Nera è la notte. Fosco l’aere. Scuro il cielo, trapassato da una luce livida e minacciosa, solcato ad intermittenza da sagome veloci e fragorose. Sibilano cadendo le bombe, si susseguono violente le esplosioni.
Piogge di detriti di vario genere scendono fitte dall’alto. Un gran puzzo di bruciato e di polvere da sparo ammorba il naso e mozza il fiato.
* * *

Scosse violentemente dagli ordigni piovuti dal cielo anche le tubature della rete idrica vanno presto in tilt e l’acqua uscendone a fiotti tutto allaga, qua e là.
Incubo s’aggiunge a incubo, paura si mescola a paura, inquietudine s’unisce ad inquietudine, in un momento terribile.
Volano agghiaccianti nell’aria, grida di dolore, urli disperati di aiuto.
Che fare?

* * *

Porte e finestre tutte socchiuse e spalancate.
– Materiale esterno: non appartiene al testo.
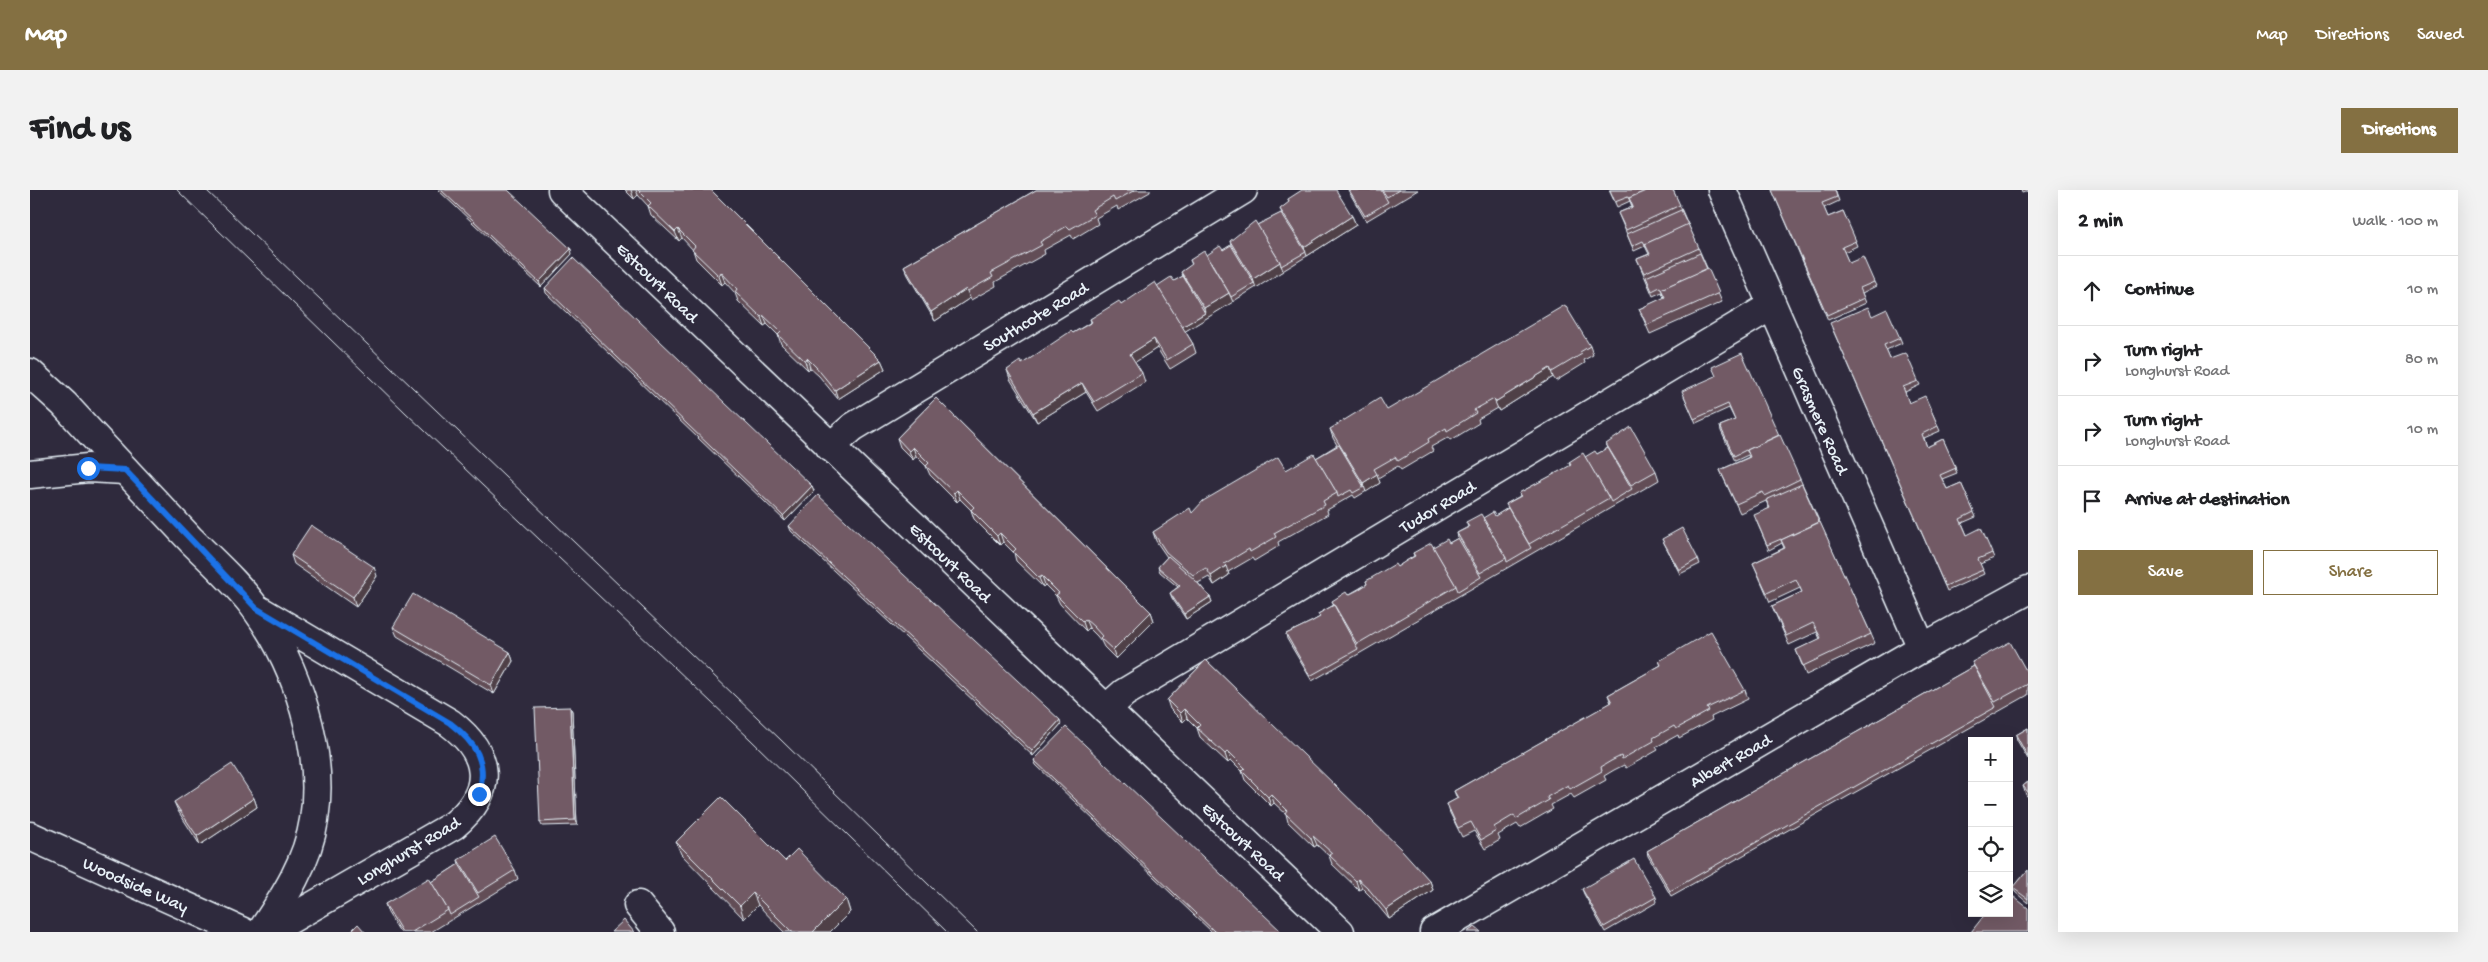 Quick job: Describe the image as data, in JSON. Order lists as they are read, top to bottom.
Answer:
{
  "streets": {
    "street": [
      "Estcourt Road",
      "Southcote Road",
      "Grasmere Road",
      "Tudor Road",
      "Albert Road",
      "Longhurst Road",
      "Woodside Way"
    ]
  },
  "crossings": [
    ["Estcourt Road", "Southcote Road"],
    ["Estcourt Road", "Tudor Road"],
    ["Grasmere Road", "Tudor Road"],
    ["Grasmere Road", "Albert Road"]
  ],
  "page": {
    "header": "Map",
    "nav": ["Map", "Directions", "Saved"],
    "buttons": [
      "Directions",
      ["Save", "Share"]
    ],
    "title": "Find us",
    "heading": ["2 min", "Walk · 100 m"],
    "list": [
      ["Continue", "10 m"],
      ["Turn right", "Longhurst Road", "80 m"],
      ["Turn right", "Longhurst Road", "10 m"],
      "Arrive at destination"
    ],
    "map_buttons": ["+", "−"]
  }
}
Ma chi osa uscire dal proprio guscio o nascondiglio?, sfidare l’uragano?, affrontare a viso aperto la tempesta che impazza sempre più paurosa e devastante?
* * *

Ecco, un tale, un coraggioso di certo, si fa cauto sull’uscio, poi n’esce deciso, reggendo con la destra una bici. Solo un passo, quindi, montato in sella e pigiando con forza sui pedali, s’incammina per via Altamura. Dov’è diretto? Nessuno lo sa. Svicola. Scompare. Riappare. Facendo fatica ad evitare sassi, massi, fili, travi che impediscono il passaggio, specie nella zona da lui attraversata.
Qualcuno, seminascosto, ne intravede solo la figura, qualche altro riesce a riconoscerlo. Chi è? E’ lui!
E’ il “fontaniere” cittadino: il bravo e buono “Mest Luigg’ ‘d l’acquedott” come tutti lo chiamavano. Luigi De Nicolò, all’anagrafe.
* * *

Appena la strada diviene più scorrevole e nulla più lo frena, egli pigia con più forza sui pedali e in men che non si dica la mèta della sua corsa, il “serbatoio” comunale, è già raggiunta.

* * *

Un rapido giro di “chiave d’arresto” e l’acqua frena la sua corsa. Non esce più. Non allaga più. Non costituisce più problema di sorta. Per nessuno. In tanto frangente, per di più.  Era suo dovere intervenire prontamente. E lui non ha voluto sottrarsi a questo suo obbligo. Come tutti i buoni padri d’una volta, del resto, sempre ligi al proprio dovere. In umiltà e silenzio. Come sempre.
Onore a te, caro ed indimenticabile amico! Onestissimo cittadino, “Mest Luigg”!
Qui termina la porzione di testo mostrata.